The last few days in the city have been almost as difficult, however. “People are angry,” he says. “They stop me to say they want the plant fixed so they can return to their old lives.” In the last week, some of Minamisoma’s citizens have begun drifting back, warily watching the wounded plant up the coast.

Supermarkets, restaurants and most of the bigger companies remain shut, but some of the smaller shops in the city are reopening. “I left my daughter in Tokyo to come back to work,” says Mayumi Hayashi, who serves customers in a half-empty Seven-Eleven convenience store about a kilometre from the city office. “I told her to stay there until the end of the month, at least until we see if the plant is safe.”

Few profess much faith in Tepco, which began dumping 11,500 tonnes of toxic water into the sea locally on Monday. Another 55,000 tonnes is on site. Tepco said yesterday the level of highly radioactive water inside tunnels in reactor No 2 is rising.

Engineers are trying to prevent a build-up of hydrogen inside reactor No 1, the prelude to another possible explosion. Nobody believes the crisis is over.

“The radiation doesn’t seem so dangerous now but who knows what will happen?” says Rikio Watanabe, a truck driver who returned from an evacuation centre this week to his home on the city outskirts. The plant is never far from their minds, he says, recalling how they felt the ground tremble when the explosions began three weeks ago.

His wife, Miyoko, can no longer work at a local food co-operative as sales of mildly radioactive potatoes, cabbages and other vegetables have been banned. “Life is difficult but it’s better to be at home,” she says.

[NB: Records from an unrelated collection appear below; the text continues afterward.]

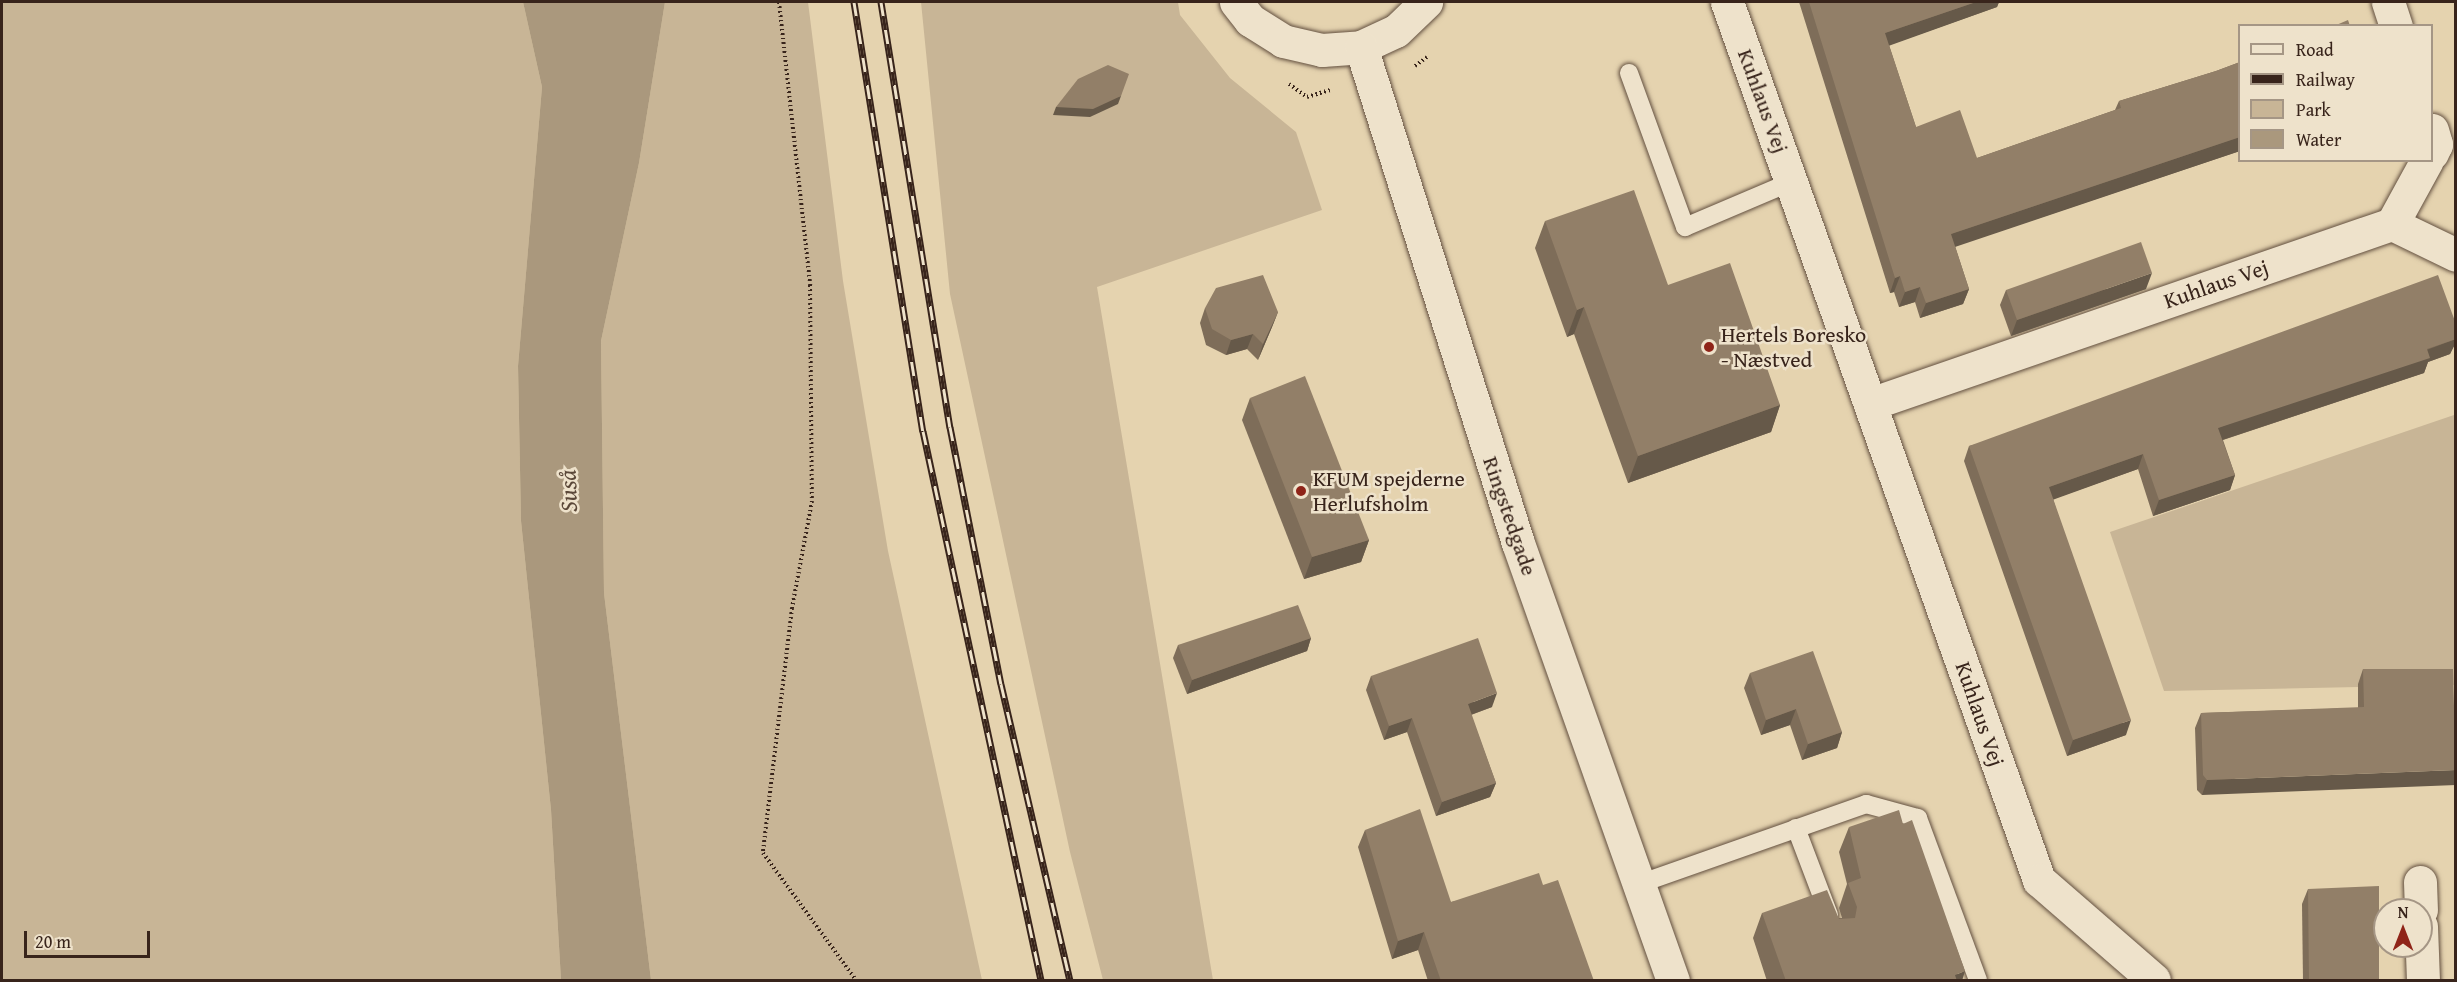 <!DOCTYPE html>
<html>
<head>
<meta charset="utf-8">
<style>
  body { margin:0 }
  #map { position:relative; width:2457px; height:982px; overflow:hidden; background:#e5d3af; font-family:"Gentium Book Plus",serif }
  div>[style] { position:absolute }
  .green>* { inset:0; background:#c8b596 }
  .water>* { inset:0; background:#aa987d }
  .path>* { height:4px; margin-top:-2px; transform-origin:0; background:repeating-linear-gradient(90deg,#38241b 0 1.5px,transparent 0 4.5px) }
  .roads { filter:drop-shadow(0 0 2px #635040) drop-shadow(0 0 2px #635040) }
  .service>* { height:18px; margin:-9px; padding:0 9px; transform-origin:9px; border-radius:9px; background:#eee2cb }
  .minor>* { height:33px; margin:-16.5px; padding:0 16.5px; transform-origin:16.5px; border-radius:16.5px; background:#eee2cb }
  .tertiary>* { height:33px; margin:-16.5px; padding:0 16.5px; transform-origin:16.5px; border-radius:16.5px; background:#eee2cb }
  .rail>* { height:7px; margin-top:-3.5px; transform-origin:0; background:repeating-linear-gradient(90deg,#eee2cb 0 14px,#38241b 0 28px); box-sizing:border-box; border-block:2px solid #38241b }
  .wall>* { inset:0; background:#7e6d59 }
  .shaded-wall>* { inset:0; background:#665949 }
  .building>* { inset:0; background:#927f68 }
  .dots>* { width:16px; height:16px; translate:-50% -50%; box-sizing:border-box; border:3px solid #eee2cb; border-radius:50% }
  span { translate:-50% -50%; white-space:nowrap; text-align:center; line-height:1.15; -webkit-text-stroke:5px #eee2cb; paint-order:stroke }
  .street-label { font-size:22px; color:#38241b }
  .poi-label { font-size:22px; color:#38241b }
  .left { translate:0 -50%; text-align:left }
  .water-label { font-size:24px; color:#5a4738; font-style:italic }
  .frame { position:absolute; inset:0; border:3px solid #38241b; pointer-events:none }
  .legend { position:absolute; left:2238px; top:24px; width:195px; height:138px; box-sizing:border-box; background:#eee2cb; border:2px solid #a59685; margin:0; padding:8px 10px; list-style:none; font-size:18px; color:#38241b }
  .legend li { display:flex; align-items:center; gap:12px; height:30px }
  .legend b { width:30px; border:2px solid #a59685 }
  .north { position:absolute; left:2373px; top:898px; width:60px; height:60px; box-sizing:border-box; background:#eee2cb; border:2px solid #a59685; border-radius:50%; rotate:0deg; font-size:16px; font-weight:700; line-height:24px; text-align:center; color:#38241b }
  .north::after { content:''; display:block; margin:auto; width:21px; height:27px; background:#8f2418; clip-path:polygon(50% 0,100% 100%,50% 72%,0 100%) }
  .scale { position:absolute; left:24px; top:931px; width:126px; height:27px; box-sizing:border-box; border:3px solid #38241b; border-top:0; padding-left:8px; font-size:18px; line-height:21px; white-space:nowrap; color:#38241b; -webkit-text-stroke:4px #eee2cb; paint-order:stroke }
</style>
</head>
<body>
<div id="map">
  <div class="green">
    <i style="clip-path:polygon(2px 2px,523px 2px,542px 87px,518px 366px,521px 521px,551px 810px,561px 980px,2px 980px)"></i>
    <i style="clip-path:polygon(665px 2px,808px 2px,843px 281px,888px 551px,982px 980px,651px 980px,604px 593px,601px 341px,639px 163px)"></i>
    <i style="clip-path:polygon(921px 2px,1178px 2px,1180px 15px,1230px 78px,1296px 132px,1322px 210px,1097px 287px,1213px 980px,1103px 980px,1070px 852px,950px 294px)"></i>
    <i style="clip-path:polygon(2454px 415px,2455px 685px,2164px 691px,2110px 532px)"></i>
  </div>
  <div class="water">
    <i style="clip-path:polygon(523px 2px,665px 2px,639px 163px,601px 341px,604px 593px,651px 980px,561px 980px,551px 810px,521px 521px,518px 366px,542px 87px)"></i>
  </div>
  <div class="path">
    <i style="left:779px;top:2px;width:285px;rotate:83.7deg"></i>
    <i style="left:810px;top:285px;width:216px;rotate:89.5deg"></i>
    <i style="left:812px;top:501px;width:109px;rotate:100.6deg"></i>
    <i style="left:792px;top:608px;width:247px;rotate:96.8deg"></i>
    <i style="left:763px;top:853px;width:157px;rotate:53.8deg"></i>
    <i style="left:1415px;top:66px;width:15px;rotate:-37deg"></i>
    <i style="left:1289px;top:84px;width:22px;rotate:36deg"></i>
    <i style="left:1307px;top:97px;width:24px;rotate:-17deg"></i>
  </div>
  <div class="roads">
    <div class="service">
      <i style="left:1629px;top:73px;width:164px;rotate:70deg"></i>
      <i style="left:1685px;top:227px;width:115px;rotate:-23deg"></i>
      <i style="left:1796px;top:828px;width:93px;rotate:69.2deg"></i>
      <i style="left:1639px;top:884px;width:241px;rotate:-19.4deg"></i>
      <i style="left:1866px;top:804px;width:54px;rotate:15.1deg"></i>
      <i style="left:1918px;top:818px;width:173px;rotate:69.7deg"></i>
    </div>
    <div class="minor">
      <i style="left:1727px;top:2px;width:932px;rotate:70.44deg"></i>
      <i style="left:2039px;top:880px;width:152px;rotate:41deg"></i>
      <i style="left:2388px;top:2px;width:25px;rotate:72deg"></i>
      <i style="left:2432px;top:130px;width:15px;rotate:74deg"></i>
      <i style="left:2436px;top:144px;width:10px;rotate:114deg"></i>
      <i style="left:2392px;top:224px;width:73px;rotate:-61.3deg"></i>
      <i style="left:1870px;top:404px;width:552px;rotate:-19.03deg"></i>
      <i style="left:2392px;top:224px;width:71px;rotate:25.8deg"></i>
      <i style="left:2420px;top:882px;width:28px;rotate:88deg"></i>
      <i style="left:2421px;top:926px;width:54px;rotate:87.9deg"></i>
    </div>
    <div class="tertiary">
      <i style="left:1236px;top:2px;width:23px;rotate:52deg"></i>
      <i style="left:1250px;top:20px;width:39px;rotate:32deg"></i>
      <i style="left:1283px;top:41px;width:40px;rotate:13deg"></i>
      <i style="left:1322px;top:50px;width:39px;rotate:-4deg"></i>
      <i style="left:1361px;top:47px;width:38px;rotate:-25deg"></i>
      <i style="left:1396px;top:31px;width:42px;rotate:-44deg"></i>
      <i style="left:1361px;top:47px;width:520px;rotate:72.44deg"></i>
      <i style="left:1518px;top:543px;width:464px;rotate:70.5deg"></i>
    </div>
  </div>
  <div class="rail">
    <i style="left:854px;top:2px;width:435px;rotate:80.9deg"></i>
    <i style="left:923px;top:431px;width:562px;rotate:77.87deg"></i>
    <i style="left:881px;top:2px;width:431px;rotate:80.8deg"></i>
    <i style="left:950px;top:427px;width:262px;rotate:78.8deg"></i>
    <i style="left:1001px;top:684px;width:304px;rotate:76.9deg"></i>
  </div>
  <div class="wall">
    <i style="clip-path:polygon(1799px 2px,1999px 2px,1997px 7px,1889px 45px,1916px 127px,1977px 158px,2115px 110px,2119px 101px,2216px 71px,2240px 62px,2240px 151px,1955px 246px,1969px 289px,1963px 304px,1920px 318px,1915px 302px,1899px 307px,1894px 292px,1890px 293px)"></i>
    <i style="clip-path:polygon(1545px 221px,1668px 285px,1780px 405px,1771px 432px,1628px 483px,1574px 334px,1567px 337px,1535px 248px)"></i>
    <i style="clip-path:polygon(2146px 289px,2011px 336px,2000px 305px,2006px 290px)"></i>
    <i style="clip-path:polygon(1205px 308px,1278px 312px,1272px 327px,1258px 360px,1247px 349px,1226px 355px,1206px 345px,1200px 323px)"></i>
    <i style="clip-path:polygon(2456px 324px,2456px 342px,2450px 354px,2428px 362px,2424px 373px,2223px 440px,2235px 475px,2230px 490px,2153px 516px,2138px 469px,2053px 499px,2126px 735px,2067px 756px,1964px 461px,1969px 446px)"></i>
    <i style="clip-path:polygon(1250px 398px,1369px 540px,1361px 562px,1304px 579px,1242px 420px)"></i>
    <i style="clip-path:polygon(1311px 638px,1307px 651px,1187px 694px,1173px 658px,1178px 645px)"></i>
    <i style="clip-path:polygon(2363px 669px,2453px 669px,2202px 795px,2197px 790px,2195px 728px,2201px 713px,2358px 708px,2358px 684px)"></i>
    <i style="clip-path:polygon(1750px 673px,1842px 732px,1837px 748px,1802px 760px,1790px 725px,1761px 735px,1744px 688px)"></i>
    <i style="clip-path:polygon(1371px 676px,1492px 707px,1471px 715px,1496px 783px,1490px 797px,1436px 816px,1407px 732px,1384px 740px,1366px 690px)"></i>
    <i style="clip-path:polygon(1849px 827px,1962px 981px,1767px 981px,1753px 938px,1762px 913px,1842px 918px,1839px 908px,1847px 884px,1839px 852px)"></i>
    <i style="clip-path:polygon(1365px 830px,1451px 902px,1543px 885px,1594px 981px,1428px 981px,1418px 950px,1392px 959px,1358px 847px)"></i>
    <i style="clip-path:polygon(2308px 889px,2379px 981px,2303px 981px,2302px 904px)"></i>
  </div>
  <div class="shaded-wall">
    <i style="clip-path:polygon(1976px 2px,1999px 2px,1997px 7px,1880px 49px,1885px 33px)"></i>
    <i style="clip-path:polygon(1121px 96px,1118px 104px,1090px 117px,1053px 115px,1056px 107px)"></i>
    <i style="clip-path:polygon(2240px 137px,2240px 151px,1946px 250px,1951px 234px)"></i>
    <i style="clip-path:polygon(2152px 273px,2146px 289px,2011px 336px,2017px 320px)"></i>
    <i style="clip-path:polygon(1900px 276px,1894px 292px,1890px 293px,1895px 278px)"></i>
    <i style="clip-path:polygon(1920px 287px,1915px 302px,1899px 307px,1905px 292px)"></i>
    <i style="clip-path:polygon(1969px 289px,1963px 304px,1920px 318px,1926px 303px)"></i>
    <i style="clip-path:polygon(1584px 307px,1574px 334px,1567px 337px,1577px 310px)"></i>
    <i style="clip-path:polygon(1278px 312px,1272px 327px,1258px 360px,1263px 344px)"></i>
    <i style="clip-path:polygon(1253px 334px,1247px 349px,1226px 355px,1231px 340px)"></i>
    <i style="clip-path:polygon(2456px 339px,2456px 342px,2450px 354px,2428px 362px,2424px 373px,2213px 443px,2218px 428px)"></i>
    <i style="clip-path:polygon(1780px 405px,1771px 432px,1628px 483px,1638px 456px)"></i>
    <i style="clip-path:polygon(2143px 454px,2138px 469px,2044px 503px,2049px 487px)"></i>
    <i style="clip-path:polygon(2235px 475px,2230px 490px,2153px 516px,2159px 500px)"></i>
    <i style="clip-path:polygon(1369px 540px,1361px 562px,1304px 579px,1312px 557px)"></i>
    <i style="clip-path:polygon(1311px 638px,1307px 651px,1187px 694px,1192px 680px)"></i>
    <i style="clip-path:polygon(1497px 693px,1492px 707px,1462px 718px,1468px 704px)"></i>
    <i style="clip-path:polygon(1796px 709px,1790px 725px,1761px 735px,1766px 720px)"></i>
    <i style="clip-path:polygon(1412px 718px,1407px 732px,1384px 740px,1389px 726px)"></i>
    <i style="clip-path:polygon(2131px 720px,2126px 735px,2067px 756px,2073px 740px)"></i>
    <i style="clip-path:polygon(1842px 732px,1837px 748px,1802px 760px,1808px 744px)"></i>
    <i style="clip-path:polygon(2456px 770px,2456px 785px,2202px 795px,2207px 780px)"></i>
    <i style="clip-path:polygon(1496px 783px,1490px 797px,1436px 816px,1442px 802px)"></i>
    <i style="clip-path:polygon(1424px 932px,1418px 950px,1392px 959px,1398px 941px)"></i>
    <i style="clip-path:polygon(1965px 971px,1962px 981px,1953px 981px,1955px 975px)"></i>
  </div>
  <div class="building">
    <i style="clip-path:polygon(1809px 2px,1976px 2px,1885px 33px,1916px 127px,1960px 110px,1977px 158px,2121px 108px,2119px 101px,2216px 71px,2240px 62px,2240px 137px,1951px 234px,1969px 289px,1926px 303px,1920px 287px,1905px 292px,1900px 276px,1895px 278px)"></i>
    <i style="clip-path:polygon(2348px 20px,2350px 26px,2334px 26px)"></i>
    <i style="clip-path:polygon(1108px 65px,1129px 74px,1121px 96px,1093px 109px,1056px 107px,1078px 79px)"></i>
    <i style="clip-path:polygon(1634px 190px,1668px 285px,1730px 263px,1780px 405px,1638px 456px,1584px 307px,1577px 310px,1545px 221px)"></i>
    <i style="clip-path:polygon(2141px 242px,2152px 273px,2017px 320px,2006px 290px)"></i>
    <i style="clip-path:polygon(1263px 275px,1278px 312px,1263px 344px,1253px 334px,1231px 340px,1212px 329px,1205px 308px,1216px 288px)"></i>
    <i style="clip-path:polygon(2438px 275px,2456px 324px,2456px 339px,2427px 349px,2430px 358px,2218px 428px,2235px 475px,2159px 500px,2143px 454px,2049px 487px,2131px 720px,2073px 740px,1969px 446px)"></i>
    <i style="clip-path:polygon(1305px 376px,1369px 540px,1312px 557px,1250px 398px)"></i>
    <i style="clip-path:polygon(1298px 605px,1311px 638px,1192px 680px,1178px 645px)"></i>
    <i style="clip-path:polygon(1478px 638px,1497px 693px,1468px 704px,1496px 783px,1442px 802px,1412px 718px,1389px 726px,1371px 676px)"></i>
    <i style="clip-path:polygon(1813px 651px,1842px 732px,1808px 744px,1796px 709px,1766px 720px,1750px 673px)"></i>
    <i style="clip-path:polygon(2363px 669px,2453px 669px,2454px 706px,2456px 706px,2456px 770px,2207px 780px,2203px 775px,2201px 713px,2364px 707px)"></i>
    <i style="clip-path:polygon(1420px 809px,1451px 902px,1539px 873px,1543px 885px,1558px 880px,1594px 981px,1441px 981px,1424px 932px,1398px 941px,1365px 830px)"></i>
    <i style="clip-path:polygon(1899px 810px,1903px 824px,1912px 820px,1965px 971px,1955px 975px,1957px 981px,1786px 981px,1762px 913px,1827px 890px,1839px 919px,1855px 918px,1857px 907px,1848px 883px,1861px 878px,1849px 827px)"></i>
    <i style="clip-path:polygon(2379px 886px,2379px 981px,2309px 981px,2308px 889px)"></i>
  </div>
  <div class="dots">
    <i style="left:1709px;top:347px;background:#8f2418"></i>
    <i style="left:1301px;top:491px;background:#8f2418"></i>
  </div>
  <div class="street-label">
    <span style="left:1763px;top:101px;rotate:70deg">Kuhlaus Vej</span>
    <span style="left:2216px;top:284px;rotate:-19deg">Kuhlaus Vej</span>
    <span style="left:1510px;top:516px;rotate:71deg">Ringstedgade</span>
    <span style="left:1980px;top:714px;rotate:71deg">Kuhlaus Vej</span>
  </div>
  <div class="poi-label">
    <span class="left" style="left:1721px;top:347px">Hertels Boresko<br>- Næstved</span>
    <span class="left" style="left:1313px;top:491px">KFUM spejderne<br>Herlufsholm</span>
  </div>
  <div class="water-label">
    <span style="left:568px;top:491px;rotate:-92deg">Suså</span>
  </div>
  <div class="frame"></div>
  <ul class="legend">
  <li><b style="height:8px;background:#eee2cb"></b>Road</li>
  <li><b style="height:8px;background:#38241b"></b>Railway</li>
  <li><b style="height:16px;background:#c8b596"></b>Park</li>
  <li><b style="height:16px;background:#aa987d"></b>Water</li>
  </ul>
  <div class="north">N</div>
  <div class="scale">20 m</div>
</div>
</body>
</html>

Mayor Sakurai frets that the plant will hobble and perhaps destroy the town’s return from the brink. The government has just announced it may expand the evacuation zone around the plant, emptying Minamisoma of its last 10,000 citizens.

As he speaks, the tap-tap of a house being repaired drifts in from outside. Life is returning to the city centre. Many people are keeping their children far away, however. He has heard reports that some are being bullied because of fears about contamination. His parents are among the evacuees.

“The radiation here is low,” he says, showing one of his counters, which reads 0.9 microsieverts. The second shows he has accumulated 16 microsieverts in four days. At its worst, he says, it was about 10 microsieverts an hour. The US Nuclear Regulatory Commission estimates the average American is exposed to 6,200 microsieverts annually.

“It’s worse outside the 30km zone. Radiation doesn’t travel in neat circles.” He says he has never despaired. “On the surface, we’re starting to move forward and radiation is falling slowly but by far the biggest problem is the Fukushima reactors. I think the accident shows we have to stop building nuclear plants. The radiation doesn’t stop in Japan: it goes all around the world.”